Trump is counting on high turnout in rural parts of the swing states, which helped catapult him to victory in 2016. Notably, Trump has insisted that a winner be declared on election night, sparking concern that he could try to declare victory before the results warrant it.
No states report finalized results on election night. News organizations are typically able to make a projection based on available returns and other modeling. Projections may be delayed, however, if the election comes down to a close race in a state such as Pennsylvania, which does not allow local election officials to process ballots ahead of Election Day, even as Americans are voting by mail in record numbers. Mail-in votes take longer to process.

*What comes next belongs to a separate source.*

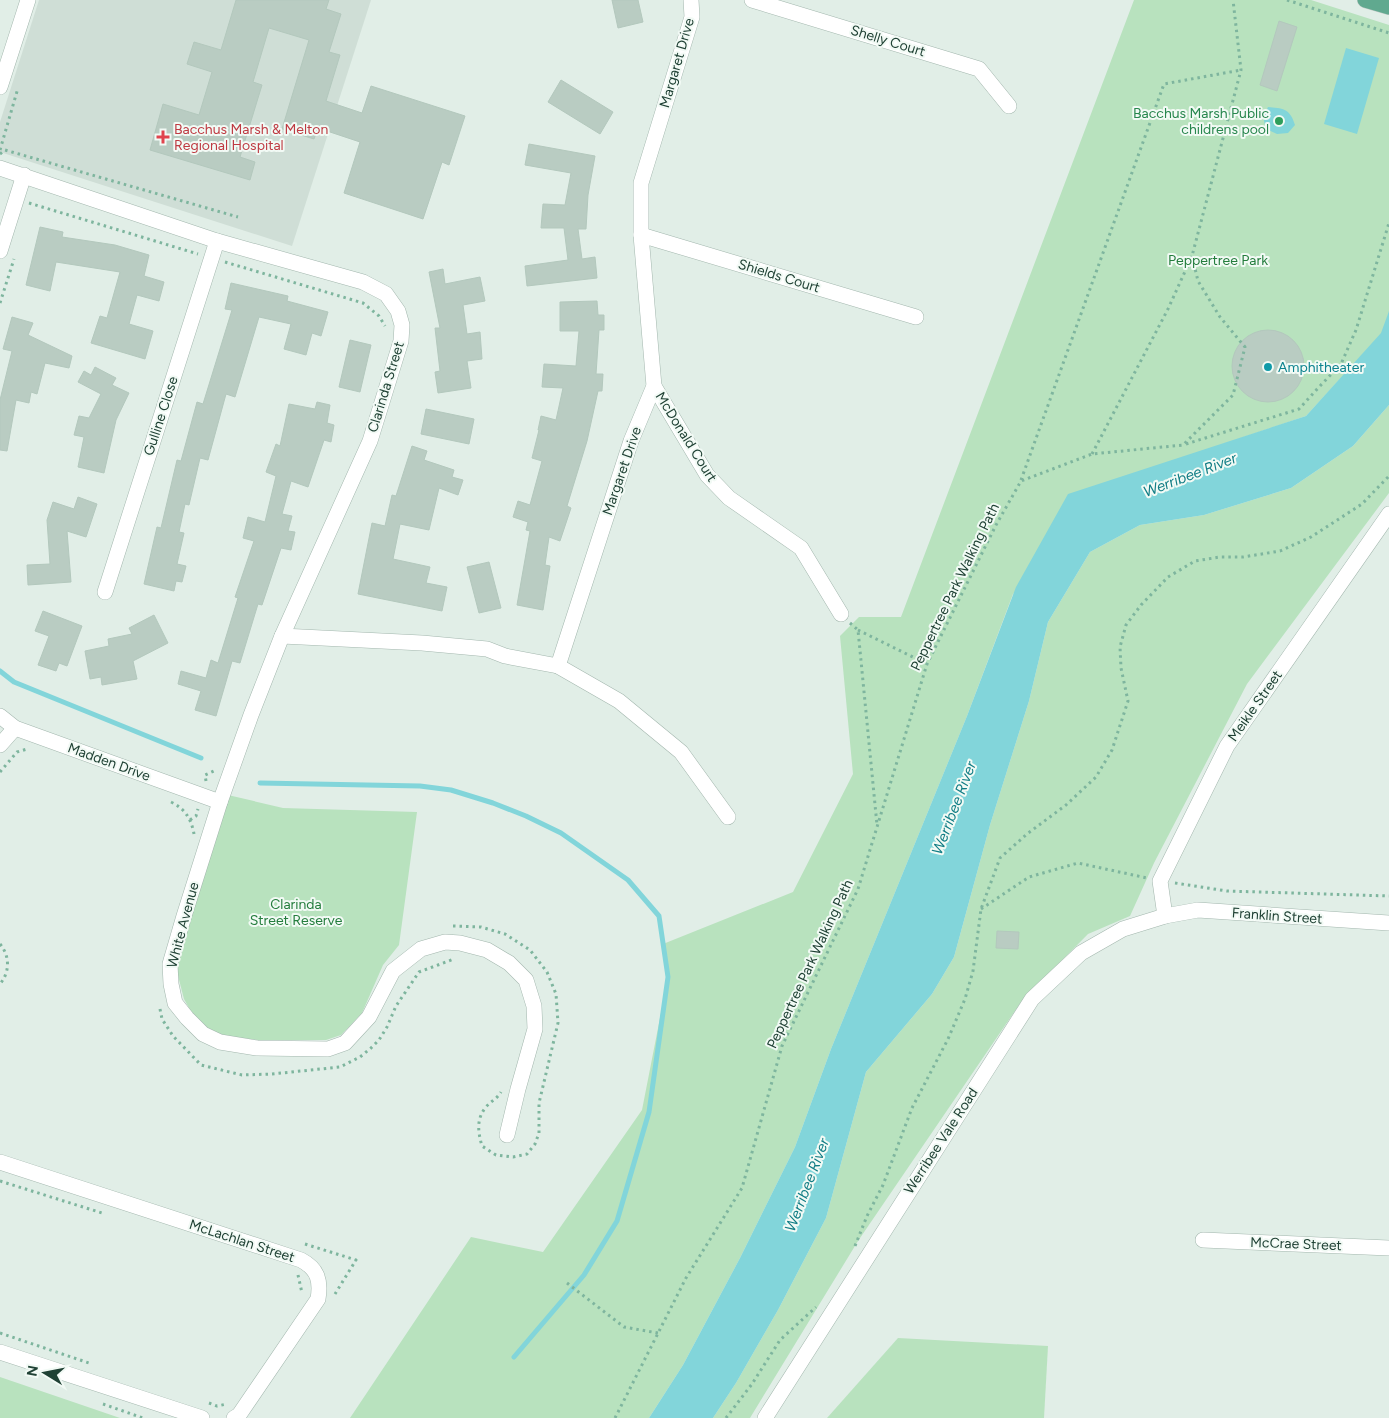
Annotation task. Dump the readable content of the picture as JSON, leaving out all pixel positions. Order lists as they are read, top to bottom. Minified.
{"streets":{"street":["Shelly Court","Margaret Drive","Shields Court","Clarinda Street","Gulline Close","McDonald Court","Meikle Street","Madden Drive","Franklin Street","White Avenue","Werribee Vale Road","McLachlan Street","McCrae Street"],"path":["Peppertree Park Walking Path"]},"crossings":[["Margaret Drive","Shields Court"],["Margaret Drive","McDonald Court"],["Clarinda Street","Gulline Close"],["Clarinda Street","Madden Drive"],["Clarinda Street","White Avenue"],["Madden Drive","White Avenue"],["Franklin Street","Werribee Vale Road"]],"water":["Werribee River"],"parks":["Peppertree Park","Clarinda Street Reserve"],"places":{"other":["Bacchus Marsh Public childrens pool","Amphitheater"],"health":["Bacchus Marsh & Melton Regional Hospital"]},"north":"left"}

The once-closely-watched Massachusetts U.S. Senate race has largely fallen from the front pages since September 1, when incumbent U.S. Senator Edward J. Markey (D-Mass.) downed U.S. Representative Joseph P. Kennedy III (D-Mass.) after a contentious Democratic primary.
Still riding high after becoming the first person to ever defeat a Kennedy in Massachusetts, Markey is expected to cruise to re-election. A pair of polls conducted in October showed Markey with a whopping 30-plus point advantage over his Republican challenger, lawyer Kevin O’Connor.

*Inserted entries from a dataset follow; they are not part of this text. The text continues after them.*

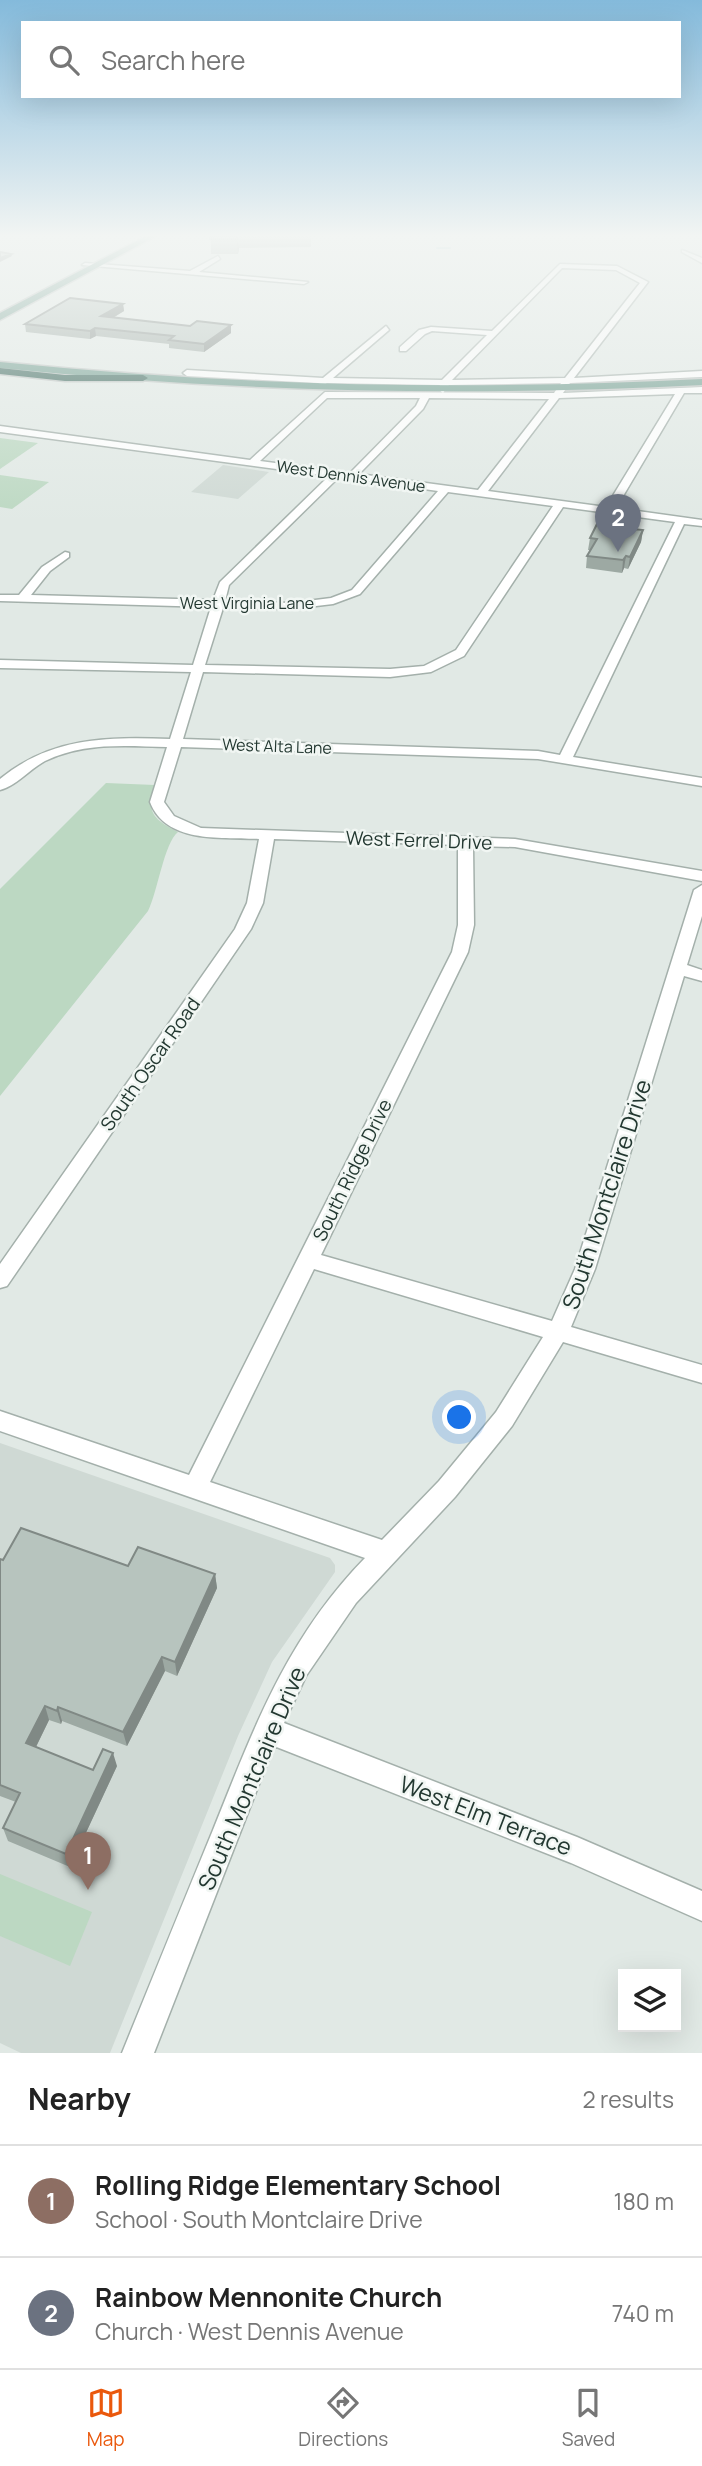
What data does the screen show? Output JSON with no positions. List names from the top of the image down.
{
  "streets": {
    "street": [
      "West Dennis Avenue",
      "West Virginia Lane",
      "West Alta Lane",
      "West Ferrel Drive",
      "South Oscar Road",
      "South Ridge Drive",
      "South Montclaire Drive",
      "West Elm Terrace"
    ]
  },
  "crossings": [
    ["West Dennis Avenue", "West Virginia Lane"],
    ["West Alta Lane", "West Ferrel Drive"],
    ["West Ferrel Drive", "South Oscar Road"],
    ["West Ferrel Drive", "South Ridge Drive"],
    ["South Montclaire Drive", "West Elm Terrace"]
  ],
  "page": {
    "search": "Search here",
    "pins": ["2", "1"],
    "heading": ["Nearby", "2 results"],
    "list": [
      {
        "mark": "1",
        "name": "Rolling Ridge Elementary School",
        "note": "School · South Montclaire Drive",
        "value": "180 m"
      },
      {
        "mark": "2",
        "name": "Rainbow Mennonite Church",
        "note": "Church · West Dennis Avenue",
        "value": "740 m"
      }
    ],
    "nav": ["Map", "Directions", "Saved"]
  }
}
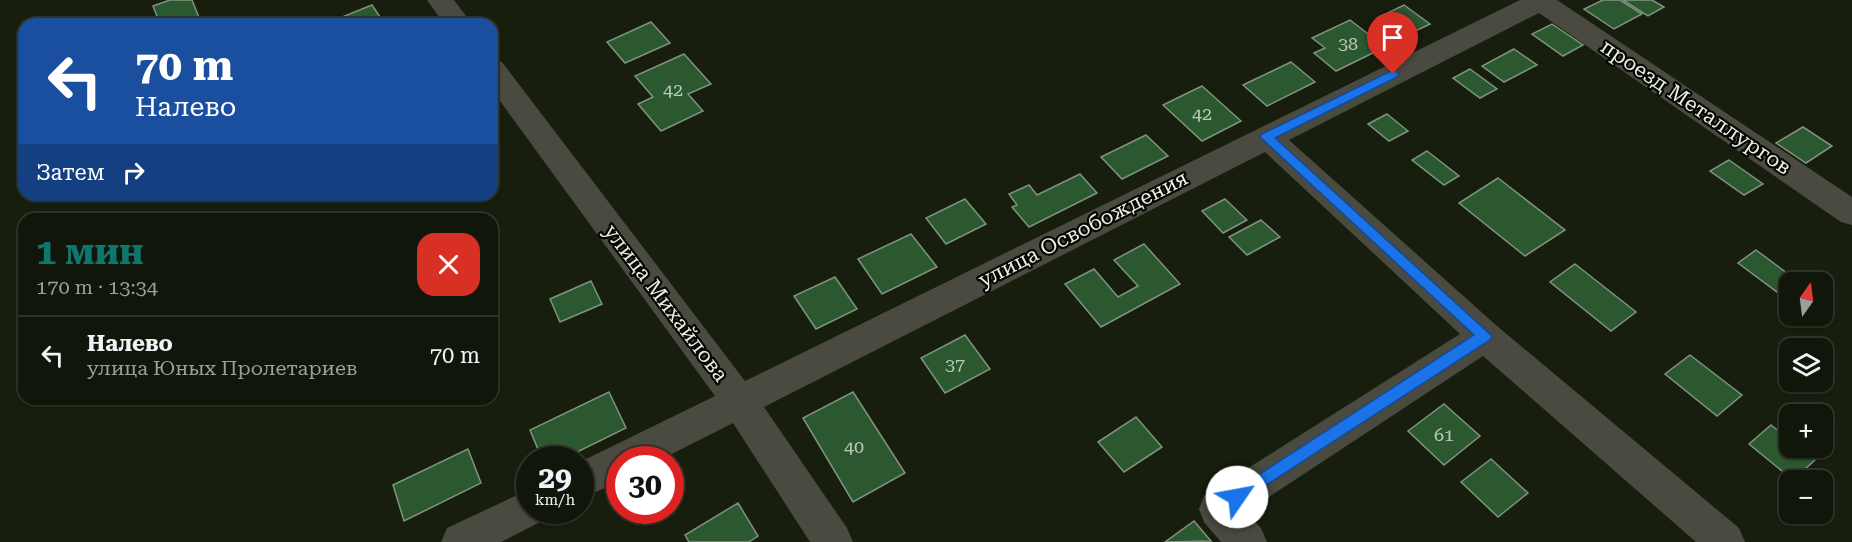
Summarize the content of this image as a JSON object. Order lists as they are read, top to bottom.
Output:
{
  "streets": {
    "street": ["проезд Металлургов", "улица Освобождения", "улица Михайлова"]
  },
  "crossings": [
    ["проезд Металлургов", "улица Освобождения"],
    ["улица Освобождения", "улица Михайлова"]
  ],
  "house_numbers": [
    "38",
    "42",
    "42",
    "37",
    "61",
    "40"
  ],
  "north": "top",
  "page": {
    "turn": ["70 m", "Налево"],
    "then": "Затем",
    "heading": ["1 мин", "170 m · 13:34"],
    "map_buttons": ["+", "−"],
    "list": [
      {
        "name": "Налево",
        "note": "улица Юных Пролетариев",
        "value": "70 m"
      }
    ],
    "speed": "29 km/h",
    "limit": "30"
  }
}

Massachusetts voters are hardly averse to electing Republicans. Governor Charlie D. Baker ’79, a Republican who is backing O’Connor, holds one of the highest approval ratings in the country. And the state elected Republican Scott Brown to the Senate in a 2010 special election following the death of Edward M. “Ted” Kennedy ’54-’56.

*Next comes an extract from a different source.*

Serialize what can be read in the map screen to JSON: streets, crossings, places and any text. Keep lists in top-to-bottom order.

O’Connor has been heavily outraised by Markey, though, and his support for Trump in a state that broadly disapproves of the president leaves the Republican with a steep uphill battle.
U.S. Representative Katherine M. Clark (D-Mass.) — who has represented Massachusetts’ Fifth Congressional District, which includes parts of Cambridge, since 2013 — faces Republican Caroline Colarusso in the general election.
Clark, who trounced her GOP opponent with over 70 percent of the vote in 2018, is running to become the Assistant Speaker of the U.S. House. Clark has worked behind the scenes to fundraise and recruit Democratic House candidates, becoming a prominent player within her caucus.
Colarusso, a Stoneham Selectwoman who supports President Trump, described herself to the Boston Herald as “law and order constitutionalist.”
U.S. Representative Ayanna S. Pressley (D-Mass.), who represents part of Cambridge in the Seventh Congressional District, faces an independent challenger, Roy Owens, in her first election as an incumbent.
In deep blue Cambridge, all eight Democratic candidates for the Massachusetts State Legislature are unopposed.
Incumbent State Senators Sal N. DiDomenico, Joseph A. Boncore, and Patricia D. Jehlen will coast to re-election. Jehlen easily survived a primary challenge in September.
Cambridge will send one newcomer to the House, Steven Owens, who won a three-way Democratic primary to replace outgoing State Representative Jonathan Hecht.
State Representatives David M. Rogers, Marjorie C. Decker, Mike Connolly, Jay D. Livingstone will all be re-elected without competition.
Massachusetts voters will also weigh in on a pair of ballot initiatives Tuesday.
Question No. 1 on the ballot, the right-to-repair measure, would allow motor vehicle owners and independent repair shops to have expanded access to mechanical data. Proponents say it will allow car owners greater autonomy in choosing where they get their car fixed. The fight over the right-to-repair measure has become the most expensive ballot initiative in Massachusetts history, with over $43 million spent.
The second ballot measure would enact a ranked-choice voting system under which citizens would rank candidates in order of preference in elections for statewide, state legislative, and congressional offices. Numerous Harvard faculty members — including Government professor Danielle S. Allen, Law School professor Lawrence Lessig, and former University President Lawrence H. Summers — have come out in support of the ranked-choice voting measure.